El Parlamento Europeo ha instado a la Comisión Europea a que proponga medidas para exigir a los fabricantes que garanticen la disponibilidad de piezas de recambio de sus productos. El objetivo es luchar contra la obsolescencia programada: La programación del fin de la vida útil de un producto, de forma que tras un periodo de tiempo calculado por el fabricante este se torne obsoleto, no funcional e inútil.

El llamamiento de los eurodiputados es una recomendación sobre el alargamiento de la vida útil de los productos, aprobada por unanimidad por la comisión de Medio Ambiente de esta institución. En ella se recoge, además, la necesidad de adoptar disposiciones legales para garantizar que los consumidores conozcan el periodo de disponibilidad de las piezas de recambio esenciales para la utilización del producto.

La iniciativa complementa las acciones  que está llevando a cabo la UE para transitar hacia una economía circular, donde nada se desperdicie, y aunque no es una iniciativa  legislativa, pretende que la Comisión proponga medidas al respecto.

Los eurodiputados también votaron a favor de incluir un llamamiento dirigido tanto al ejecutivo de la UE como a los Estados miembros, para que tomen medidas contra la obsolescencia programada.

En concreto, se pide a la Comisión a que examine los informes sobre el diseño deliberado de los teléfonos inteligentes para tener una duración de vida muy limitada y que proponga medidas al respecto.

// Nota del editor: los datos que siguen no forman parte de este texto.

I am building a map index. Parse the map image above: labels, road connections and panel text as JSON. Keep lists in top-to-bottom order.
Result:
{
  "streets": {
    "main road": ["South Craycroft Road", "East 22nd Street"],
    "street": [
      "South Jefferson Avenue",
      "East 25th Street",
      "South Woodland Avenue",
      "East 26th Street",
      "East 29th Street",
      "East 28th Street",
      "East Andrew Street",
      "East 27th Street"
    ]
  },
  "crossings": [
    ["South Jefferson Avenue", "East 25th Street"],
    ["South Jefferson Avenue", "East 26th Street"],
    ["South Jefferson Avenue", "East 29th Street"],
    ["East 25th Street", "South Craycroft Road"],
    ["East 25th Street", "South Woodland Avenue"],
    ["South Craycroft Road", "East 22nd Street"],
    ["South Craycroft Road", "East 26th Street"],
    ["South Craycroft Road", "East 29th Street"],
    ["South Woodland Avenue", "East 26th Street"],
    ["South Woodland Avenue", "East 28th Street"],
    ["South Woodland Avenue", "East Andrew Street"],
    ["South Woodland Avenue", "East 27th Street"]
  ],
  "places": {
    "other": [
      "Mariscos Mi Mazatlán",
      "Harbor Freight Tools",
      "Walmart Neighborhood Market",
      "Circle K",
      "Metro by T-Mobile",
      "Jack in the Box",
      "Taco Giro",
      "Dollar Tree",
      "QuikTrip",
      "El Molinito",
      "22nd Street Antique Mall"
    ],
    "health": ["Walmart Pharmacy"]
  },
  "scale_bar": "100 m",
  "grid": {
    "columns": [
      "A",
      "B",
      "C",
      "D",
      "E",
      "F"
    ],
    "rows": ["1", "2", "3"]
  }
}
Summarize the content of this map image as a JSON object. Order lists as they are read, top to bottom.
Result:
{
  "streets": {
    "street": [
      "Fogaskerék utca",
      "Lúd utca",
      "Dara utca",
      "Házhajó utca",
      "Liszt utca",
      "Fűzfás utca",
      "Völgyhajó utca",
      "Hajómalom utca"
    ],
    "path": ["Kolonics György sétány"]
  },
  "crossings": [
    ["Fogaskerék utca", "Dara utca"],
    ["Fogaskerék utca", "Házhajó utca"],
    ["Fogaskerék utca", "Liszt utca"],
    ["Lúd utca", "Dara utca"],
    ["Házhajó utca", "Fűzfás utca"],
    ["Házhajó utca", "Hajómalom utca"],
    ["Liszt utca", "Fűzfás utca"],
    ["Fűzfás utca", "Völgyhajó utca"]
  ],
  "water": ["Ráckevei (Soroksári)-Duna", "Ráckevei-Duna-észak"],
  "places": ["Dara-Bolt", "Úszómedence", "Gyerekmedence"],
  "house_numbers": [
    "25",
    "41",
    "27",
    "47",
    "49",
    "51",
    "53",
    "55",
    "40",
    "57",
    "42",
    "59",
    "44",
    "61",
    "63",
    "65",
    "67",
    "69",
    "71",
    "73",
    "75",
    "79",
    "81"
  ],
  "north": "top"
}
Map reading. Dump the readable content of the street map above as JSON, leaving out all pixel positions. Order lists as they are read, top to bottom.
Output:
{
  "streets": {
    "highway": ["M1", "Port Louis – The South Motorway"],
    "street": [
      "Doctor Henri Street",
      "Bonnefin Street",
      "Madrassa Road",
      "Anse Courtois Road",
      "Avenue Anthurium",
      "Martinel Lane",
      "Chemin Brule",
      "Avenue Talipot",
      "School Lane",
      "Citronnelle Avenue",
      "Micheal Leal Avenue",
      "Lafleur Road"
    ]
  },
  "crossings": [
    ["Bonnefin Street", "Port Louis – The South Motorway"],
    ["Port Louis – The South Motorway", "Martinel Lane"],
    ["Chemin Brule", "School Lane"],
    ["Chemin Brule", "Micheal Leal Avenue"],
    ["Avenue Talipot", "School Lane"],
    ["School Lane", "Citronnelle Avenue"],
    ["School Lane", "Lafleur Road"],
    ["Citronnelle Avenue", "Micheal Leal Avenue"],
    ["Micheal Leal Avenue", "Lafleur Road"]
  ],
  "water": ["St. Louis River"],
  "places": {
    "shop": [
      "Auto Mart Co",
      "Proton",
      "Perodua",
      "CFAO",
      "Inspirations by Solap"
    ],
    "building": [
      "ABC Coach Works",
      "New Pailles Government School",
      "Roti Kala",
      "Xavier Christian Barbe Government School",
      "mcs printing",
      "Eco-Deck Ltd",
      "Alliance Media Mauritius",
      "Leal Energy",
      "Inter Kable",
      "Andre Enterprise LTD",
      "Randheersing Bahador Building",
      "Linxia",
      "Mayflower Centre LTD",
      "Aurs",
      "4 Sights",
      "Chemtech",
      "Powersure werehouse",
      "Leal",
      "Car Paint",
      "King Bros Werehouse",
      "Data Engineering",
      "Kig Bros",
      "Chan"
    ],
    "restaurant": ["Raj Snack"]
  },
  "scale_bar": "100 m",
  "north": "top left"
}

También,  que proponga que los fabricantes asuman los costes del reciclado en caso de que sus bienes tengan una vida útil prevista inferior a cinco años; y en este sentido, pide a los Estados miembros que impongan sanciones a la puesta en el mercado de productos de corta duración por mala calidad, o no “reparabilidad” y al uso de prácticas de obsolescencia programada.

Otras medidas aprobadas se refieren a la obligación para los fabricantes de diseñar productos de forma que sea posible la sustitución de las pilas, a hacer un mejor uso de la etiqueta ecológica de la UE para prolongar la vida útil de los productos y a que la vida útil prevista del producto debe indicarse en la etiqueta ecológica de la Unión Europea.

Las medidas de las instituciones en favor de una economía circular se suman a la multitud de iniciativas que están surgiendo en las ciudades y que ponen en marcha organizaciones sociales. Una de esas acciones es la de Amigos de la Tierra: La elaboración de un mapa con los establecimientos que arreglan las cosas.